Every record here should be printed again exactly.

+--

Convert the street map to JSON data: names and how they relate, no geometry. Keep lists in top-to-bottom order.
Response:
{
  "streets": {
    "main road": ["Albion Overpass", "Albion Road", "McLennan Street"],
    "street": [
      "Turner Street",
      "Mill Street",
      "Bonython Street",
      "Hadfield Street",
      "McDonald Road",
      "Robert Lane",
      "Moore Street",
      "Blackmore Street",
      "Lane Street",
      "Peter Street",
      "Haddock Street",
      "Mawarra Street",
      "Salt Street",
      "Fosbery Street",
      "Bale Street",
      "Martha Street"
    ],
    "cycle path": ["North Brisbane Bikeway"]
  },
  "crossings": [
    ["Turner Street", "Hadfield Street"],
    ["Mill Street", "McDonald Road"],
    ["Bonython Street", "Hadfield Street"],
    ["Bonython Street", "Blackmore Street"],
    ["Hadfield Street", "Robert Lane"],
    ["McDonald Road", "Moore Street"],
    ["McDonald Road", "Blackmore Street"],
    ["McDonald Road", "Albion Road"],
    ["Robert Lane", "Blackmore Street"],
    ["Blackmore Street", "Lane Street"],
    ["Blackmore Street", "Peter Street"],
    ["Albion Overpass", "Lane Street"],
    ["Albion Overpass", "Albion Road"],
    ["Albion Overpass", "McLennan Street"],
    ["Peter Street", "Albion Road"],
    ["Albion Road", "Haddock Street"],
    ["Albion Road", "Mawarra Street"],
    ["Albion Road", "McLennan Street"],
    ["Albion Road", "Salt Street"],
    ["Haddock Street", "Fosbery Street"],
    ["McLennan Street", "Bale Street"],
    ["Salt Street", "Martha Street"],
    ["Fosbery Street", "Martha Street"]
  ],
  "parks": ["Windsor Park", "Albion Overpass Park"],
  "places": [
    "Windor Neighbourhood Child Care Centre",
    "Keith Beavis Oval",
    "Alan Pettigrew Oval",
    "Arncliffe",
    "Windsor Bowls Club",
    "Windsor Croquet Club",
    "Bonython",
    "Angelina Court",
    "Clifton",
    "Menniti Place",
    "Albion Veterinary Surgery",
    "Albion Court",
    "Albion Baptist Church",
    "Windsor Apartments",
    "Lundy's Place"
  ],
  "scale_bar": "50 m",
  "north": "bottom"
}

+--

Written response:
Convert the street map to JSON data: names and how they relate, no geometry. Keep lists in top-to-bottom order.
Response:
{
  "streets": {
    "main road": ["Albion Overpass", "Albion Road", "McLennan Street"],
    "street": [
      "Turner Street",
      "Mill Street",
      "Bonython Street",
      "Hadfield Street",
      "McDonald Road",
      "Robert Lane",
      "Moore Street",
      "Blackmore Street",
      "Lane Street",
      "Peter Street",
      "Haddock Street",
      "Mawarra Street",
      "Salt Street",
      "Fosbery Street",
      "Bale Street",
      "Martha Street"
    ],
    "cycle path": ["North Brisbane Bikeway"]
  },
  "crossings": [
    ["Turner Street", "Hadfield Street"],
    ["Mill Street", "McDonald Road"],
    ["Bonython Street", "Hadfield Street"],
    ["Bonython Street", "Blackmore Street"],
    ["Hadfield Street", "Robert Lane"],
    ["McDonald Road", "Moore Street"],
    ["McDonald Road", "Blackmore Street"],
    ["McDonald Road", "Albion Road"],
    ["Robert Lane", "Blackmore Street"],
    ["Blackmore Street", "Lane Street"],
    ["Blackmore Street", "Peter Street"],
    ["Albion Overpass", "Lane Street"],
    ["Albion Overpass", "Albion Road"],
    ["Albion Overpass", "McLennan Street"],
    ["Peter Street", "Albion Road"],
    ["Albion Road", "Haddock Street"],
    ["Albion Road", "Mawarra Street"],
    ["Albion Road", "McLennan Street"],
    ["Albion Road", "Salt Street"],
    ["Haddock Street", "Fosbery Street"],
    ["McLennan Street", "Bale Street"],
    ["Salt Street", "Martha Street"],
    ["Fosbery Street", "Martha Street"]
  ],
  "parks": ["Windsor Park", "Albion Overpass Park"],
  "places": [
    "Windor Neighbourhood Child Care Centre",
    "Keith Beavis Oval",
    "Alan Pettigrew Oval",
    "Arncliffe",
    "Windsor Bowls Club",
    "Windsor Croquet Club",
    "Bonython",
    "Angelina Court",
    "Clifton",
    "Menniti Place",
    "Albion Veterinary Surgery",
    "Albion Court",
    "Albion Baptist Church",
    "Windsor Apartments",
    "Lundy's Place"
  ],
  "scale_bar": "50 m",
  "north": "bottom"
}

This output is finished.